Looking the scorers for PhraseQuery, I think there are some speedups
we could do:
- The AND part of the scorer (which advances to the next doc that
has all the terms), in PhraseScorer.doNext, should do the same
optimizing as BooleanQuery's ConjunctionScorer, ie sort terms from
rarest to most frequent. I don't think it should use a linked
list/firstToLast() that it does today.
- We do way too much work now when .score() is not called, because
we go and find all occurrences of the phrase in the doc, whereas
we should stop only after finding the first and then go and count
the rest if .score() is called.
- For the exact case, I think we can use two int arrays to find the
matches. The first array holds the count of how many times a term
in the phrase "matched" a phrase starting at that position. When
that count == the number of terms in the phrase, it's a match.
The 2nd is a "gen" array (holds docID when that count was last
touched), to avoid clearing. Ie when incrementing the count, if
the docID != gen, we reset count to 0. I think this'd be faster
than the PQ we now use. Downside of this is if you have immense
docs (position gets very large) we'd need 2 immense arrays.

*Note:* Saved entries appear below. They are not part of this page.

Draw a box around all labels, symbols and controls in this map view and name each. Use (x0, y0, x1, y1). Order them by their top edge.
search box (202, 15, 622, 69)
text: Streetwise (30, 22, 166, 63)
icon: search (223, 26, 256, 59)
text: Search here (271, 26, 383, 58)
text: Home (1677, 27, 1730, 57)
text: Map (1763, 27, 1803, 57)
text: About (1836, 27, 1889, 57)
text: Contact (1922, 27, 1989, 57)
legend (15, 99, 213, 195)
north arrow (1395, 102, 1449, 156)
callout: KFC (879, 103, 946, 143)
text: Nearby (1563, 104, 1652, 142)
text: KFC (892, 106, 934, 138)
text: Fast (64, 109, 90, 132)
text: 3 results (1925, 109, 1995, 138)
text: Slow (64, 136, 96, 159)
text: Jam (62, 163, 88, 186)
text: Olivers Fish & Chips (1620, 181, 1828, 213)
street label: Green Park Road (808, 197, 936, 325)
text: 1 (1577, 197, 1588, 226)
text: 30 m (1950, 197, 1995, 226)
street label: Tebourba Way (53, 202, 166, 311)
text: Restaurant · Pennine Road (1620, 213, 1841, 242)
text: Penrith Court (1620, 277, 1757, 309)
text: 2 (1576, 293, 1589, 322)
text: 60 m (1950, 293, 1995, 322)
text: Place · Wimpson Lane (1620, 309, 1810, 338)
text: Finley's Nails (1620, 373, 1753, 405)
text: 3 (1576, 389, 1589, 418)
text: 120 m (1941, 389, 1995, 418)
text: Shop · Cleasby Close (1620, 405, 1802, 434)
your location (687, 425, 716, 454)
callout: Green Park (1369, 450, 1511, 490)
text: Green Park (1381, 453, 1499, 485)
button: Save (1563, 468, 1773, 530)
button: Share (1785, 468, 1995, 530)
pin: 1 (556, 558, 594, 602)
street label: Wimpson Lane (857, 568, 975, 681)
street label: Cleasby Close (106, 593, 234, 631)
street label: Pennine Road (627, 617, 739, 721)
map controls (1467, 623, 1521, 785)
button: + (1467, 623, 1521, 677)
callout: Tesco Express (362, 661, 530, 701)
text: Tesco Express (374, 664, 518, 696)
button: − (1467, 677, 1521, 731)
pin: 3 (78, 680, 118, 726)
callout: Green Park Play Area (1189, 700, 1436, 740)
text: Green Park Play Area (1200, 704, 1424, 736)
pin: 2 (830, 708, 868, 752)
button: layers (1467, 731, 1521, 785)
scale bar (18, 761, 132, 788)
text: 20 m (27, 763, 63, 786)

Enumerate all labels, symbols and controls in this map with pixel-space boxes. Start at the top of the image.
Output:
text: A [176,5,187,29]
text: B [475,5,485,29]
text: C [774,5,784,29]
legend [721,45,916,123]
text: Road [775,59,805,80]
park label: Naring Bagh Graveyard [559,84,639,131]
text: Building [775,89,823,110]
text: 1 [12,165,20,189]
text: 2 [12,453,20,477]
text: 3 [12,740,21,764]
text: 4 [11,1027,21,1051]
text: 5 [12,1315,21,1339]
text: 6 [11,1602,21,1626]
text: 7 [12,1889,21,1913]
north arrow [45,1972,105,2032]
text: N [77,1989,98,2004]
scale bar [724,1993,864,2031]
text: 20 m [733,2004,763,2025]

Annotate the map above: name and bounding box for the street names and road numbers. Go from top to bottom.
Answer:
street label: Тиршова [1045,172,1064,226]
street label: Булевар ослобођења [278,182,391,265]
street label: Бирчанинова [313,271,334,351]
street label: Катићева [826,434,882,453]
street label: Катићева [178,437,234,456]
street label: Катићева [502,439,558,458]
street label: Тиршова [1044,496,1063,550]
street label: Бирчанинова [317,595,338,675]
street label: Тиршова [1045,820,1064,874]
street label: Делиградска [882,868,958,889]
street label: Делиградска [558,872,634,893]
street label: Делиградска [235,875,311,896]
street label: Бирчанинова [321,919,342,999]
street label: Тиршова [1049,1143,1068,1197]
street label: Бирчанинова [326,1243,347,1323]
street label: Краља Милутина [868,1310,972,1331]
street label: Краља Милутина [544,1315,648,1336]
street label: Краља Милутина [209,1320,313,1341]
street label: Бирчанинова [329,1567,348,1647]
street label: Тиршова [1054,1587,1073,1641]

It'd be great to do LUCENE-1252 along with this, ie factor
PhraseScorer into two AND'd sub-scorers (LUCENE-1252 is open for
this). The first one should be ConjunctionScorer, and the 2nd one
checks the positions (ie, either the exact or sloppy scorers). This
would mean if the PhraseQuery is AND'd w/ other clauses (or, a filter
is applied) we would save CPU by not checking the positions for a doc
unless all other AND'd clauses accepted the doc.